Activity — From the first line of the data down to and including the line with "position:relative; flex:1; overflow:hidden", copy everything exactly, leaving out pictures.

■ ■ ■

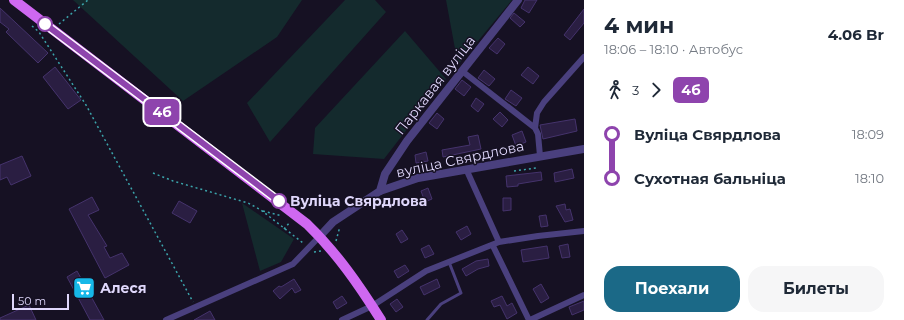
<!DOCTYPE html>
<html lang="ru">
<head>
<meta charset="utf-8">
<style>
	:root { --surface:#fff; --page:#f6f6f7; --text:#1f2937; --muted:#747a83; --accent:#1b6987 }
	body { margin:0; font-family:Montserrat,sans-serif; background:var(--page); color:var(--text); height:100vh; display:flex; flex-direction:column; font-size:15px; white-space:nowrap }
	* { box-sizing:border-box; margin:0 }
	p { font-size:13px; color:var(--muted) }
	.icon { flex:none; width:22px; height:22px; fill:none; stroke:currentColor; stroke-width:2; stroke-linecap:round; stroke-linejoin:round }
	.map { position:relative; flex:1; overflow:hidden }
	.sheet { display:flex; flex-direction:column; background:var(--surface); width:320px }
	.sheet>* { flex:none }
	.badge { padding:0 8px; border-radius:6px; font-size:14px; line-height:26px }
	.scale { position:absolute; left:12px; bottom:10px; width:57px; box-sizing:border-box; padding-left:4px; border:2px solid #dfd7fb; border-top:0; font-size:11px; line-height:14px; white-space:nowrap; color:#dfd7fb; -webkit-text-stroke:3px #161123; paint-order:stroke }
	.map>.badge { position:absolute; translate:-50% -50%; box-shadow:0 0 0 2px #fff }
	.legs { display:flex; align-items:center; gap:6px; height:44px; padding:0 20px; font-size:13px }
	.legs p { margin-inline-start:auto }
	.headline { display:flex; align-items:center; justify-content:space-between; height:68px; padding:0 20px }
	h1 { font-size:22px; font-weight:700; line-height:30px }
	.button { display:flex; gap:8px; margin-top:auto; padding:8px 20px }
	.button a { flex:1; height:46px; border-radius:16px; background:var(--accent); color:#fff; font-size:16px; font-weight:700; line-height:46px; text-align:center }
	.button a+a { background:var(--page); color:var(--text) }
	ul { padding:0 20px; list-style:none }
	li { display:flex; align-items:center; gap:14px; height:44px; font-size:15px }
	li i { display:grid; place-items:center; width:6px; height:100%; margin:0 5px; background:currentColor }
	li i::after { content:''; width:10px; height:10px; margin:-5px; border:3px solid; border-radius:50%; background:var(--surface) }
	li p { margin-inline-start:auto }
	li:first-child i { background:linear-gradient(#0000 50%,currentColor 0) }
	li:last-child i { background:linear-gradient(currentColor 50%,#0000 0) }
	main { display:flex; flex:1; min-height:0 }
	.map>svg:first-child { display:block }
	.green { fill:#142a2d }
	.building { fill:#2a1e42; stroke:#45336c }
	.lines { fill:none; stroke-linecap:round; stroke-linejoin:round }
	.path { stroke:#3ba4ab; stroke-width:1.5; stroke-dasharray:2 3; stroke-linecap:butt }
	.service { stroke:#4a407e; stroke-width:3 }
	.minor { stroke:#4a407e; stroke-width:6 }
	.tertiary { stroke:#4a407e; stroke-width:8 }
	.primary { stroke:#cf68f1; stroke-width:10 }
	.line-1-casing { stroke:#fff; stroke-width:9 }
	.line-1 { stroke:#8e44ad; stroke-width:6 }
	.stop-1-dot { fill:#fff; stroke:#8e44ad; stroke-width:2 }
	.labels { text-anchor:middle; stroke-width:3; stroke-linejoin:round; paint-order:stroke }
	.street-label { font-size:14px; fill:#dfd7fb; stroke:#161123 }
	.stop-label { font-size:14px; font-weight:bold; fill:#dfd7fb; stroke:#161123; text-anchor:start }
	.poi-label { font-size:14px; font-weight:bold; fill:#dfd7fb; stroke:#161123; text-anchor:start }
</style>
</head>
<body>
<main>
<div class="map">
<svg width="584" height="320" viewBox="0 0 584 320">
	<rect width="100%" height="100%" fill="#161123"/>
	<path class="green" d="M73,0H302L277,37L183,101Z
		M345,0H375L386,12L270,142L247,103Z
		M446,0H512L458,65Z
		M405,31L446,79L384,159L313,154L315,128Z
		M242,203L294,239L281,262L260,271Z"/>
	<path class="building" d="M525,0H537L529,13L521,8Z
		M0,8L48,53L38,63L6,32L9,29L0,22Z
		M584,9V23L570,40L564,35Z
		M514,13L525,22L520,27L510,18Z
		M498,38L505,44L497,54L489,48Z
		M55,67L81,100L68,109L43,77Z
		M528,67L539,76L533,84L521,75Z
		M484,70L495,79L489,86L478,78Z
		M462,80L471,87L464,96L455,89Z
		M511,90L522,98L516,106L505,99Z
		M476,98L484,104L478,112L471,106Z
		M500,112L508,120L502,127L493,119Z
		M437,113L444,119L437,129L429,123Z
		M575,119L577,131L543,139L540,125Z
		M522,131L526,142L516,146L512,135Z
		M478,135L481,149L443,157L442,150L470,145L468,137Z
		M426,152L428,161L416,163L415,155Z
		M22,156L31,176L11,185L7,177L0,180V165Z
		M572,169L574,178L555,182L554,173Z
		M541,172L542,180L518,184V186L507,187L506,176Z
		M428,188L432,199L425,202L421,191Z
		M92,197L99,210L88,215L107,246L104,247L110,258L122,253L129,265L105,278L69,209Z
		M503,198H511V210L503,211Z
		M179,201L197,211L190,223L172,213Z
		M565,204L566,210L570,209L573,220L565,222L556,206Z
		M546,215L548,226L541,227L539,216Z
		M467,226L471,234L461,240L456,232Z
		M402,230L408,239L401,243L396,234Z
		M568,244L570,257L562,258L559,246Z
		M429,245L434,254L425,258L421,249Z
		M547,246L549,258L523,262L521,250Z
		M488,259L489,266L478,269L466,276L462,269L476,261Z
		M405,265L409,271L398,278L394,271Z
		M77,271L104,320H90L67,277Z
		M294,279L301,290L295,293L292,288L280,299L273,291L279,286L281,287Z
		M437,279L440,287L424,295L420,287Z
		M541,284L549,298L541,303L533,289Z
		M342,296L347,303L337,309L333,302Z
		M502,296L507,306L512,303L517,313L507,319L500,305L494,307L491,301Z
		M397,299L403,307L396,312L390,304Z
		M584,301V310L572,315L569,307Z
		M29,305L36,320H0V318Z
		M210,311L215,320H194Z"/>
	<g class="lines">
		<path class="path" d="M59,24L88,0
			M32,26L39,32L86,105L193,302
			M514,171L536,168
			M153,173L173,181L248,203L261,210L303,243
			M263,211L282,216
			M284,229L290,222
			M336,241L339,230L338,229
			M314,252L321,251"/>
		<path class="service" d="M427,320L441,304L461,293L449,262"/>
		<path class="minor" d="M462,71L535,128L538,134L540,156
			M535,128L537,113L544,102L584,57
			M467,171L499,242
			M493,246L529,320
			M166,320L293,264L320,236
			M342,320L372,306L426,271L499,242L538,236L584,231
			M530,320L584,295"/>
		<path class="tertiary" d="M380,191L385,174L407,141L518,0
			M320,236L333,222L380,191L418,178L584,149"/>
		<path class="primary" d="M14,0L307,224C337,253 359,285 381,320"/>
	</g>
	<g class="lines">
		<g class="line-1-casing">
			<path id="line-1" d="M45,24L279,201"/>
		</g>
		<use href="#line-1" class="line-1"/>
	</g>
	<defs>
		<g id="supermarket-square" transform="scale(1.15)"><rect x="-9" y="-9" width="18" height="18" rx="4" fill="#16b8e8" stroke="#161123"/><path d="M-6-5.5h2.5l.6 2H6L4.5 2H-2.5L-4.4-4H-6ZM-1.5 3.2a1.3 1.3 0 1 0 .1 0ZM3 3.2a1.3 1.3 0 1 0 .1 0Z" fill="#fff"/></g>
	</defs>
	<g fill-rule="evenodd">
		<use href="#supermarket-square" x="84" y="288"/>
	</g>
	<g class="stop-1-dot">
		<circle cx="45" cy="24" r="7"/>
		<circle cx="279" cy="201" r="7"/>
	</g>
	<g class="labels">
		<g class="street-label">
			<text transform="translate(435 85) rotate(-52)" y="5">Паркавая вуліца</text>
			<text transform="translate(460 159) rotate(-12)" y="5">вуліца Свярдлова</text>
		</g>
		<g class="stop-label">
			<text x="290" y="206">Вуліца Свярдлова</text>
		</g>
		<g class="poi-label">
			<text x="100" y="293">Алеся</text>
		</g>
	</g>
</svg>
<div class="scale">50 m</div>
<b class="badge" style="left:162px;top:112px;background:#8e44ad;color:#fff">4б</b>
</div>
<section class="sheet">
<div class="headline"><div><h1>4 мин</h1><p>18:06 – 18:10 · Автобус</p></div><b>4.06 Br</b></div>
<div class="legs"><svg class="icon" aria-label="walk" viewBox="0 0 24 24"><circle cx="13" cy="4" r="2"/><path d="M13 8l-2 6 4 7M11 14l-3 7M7 12l3-4h3l4 4"/></svg>3<svg class="icon" aria-label="forward" viewBox="0 0 24 24"><path d="M9 5l7 7-7 7"/></svg><b class="badge" style="background:#8e44ad;color:#fff">4б</b></div>
<ul>
<li><i style="color:#8e44ad"></i><b>Вуліца Свярдлова</b><p>18:09</p></li>
<li><i style="color:#8e44ad"></i><b>Сухотная бальніца</b><p>18:10</p></li>
</ul>
<div class="button"><a>Поехали</a><a>Билеты</a></div>
</section>
</main>
</body>
</html>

■ ■ ■

Task result —
<!DOCTYPE html>
<html lang="ru">
<head>
<meta charset="utf-8">
<style>
	:root { --surface:#fff; --page:#f6f6f7; --text:#1f2937; --muted:#747a83; --accent:#1b6987 }
	body { margin:0; font-family:Montserrat,sans-serif; background:var(--page); color:var(--text); height:100vh; display:flex; flex-direction:column; font-size:15px; white-space:nowrap }
	* { box-sizing:border-box; margin:0 }
	p { font-size:13px; color:var(--muted) }
	.icon { flex:none; width:22px; height:22px; fill:none; stroke:currentColor; stroke-width:2; stroke-linecap:round; stroke-linejoin:round }
	.map { position:relative; flex:1; overflow:hidden }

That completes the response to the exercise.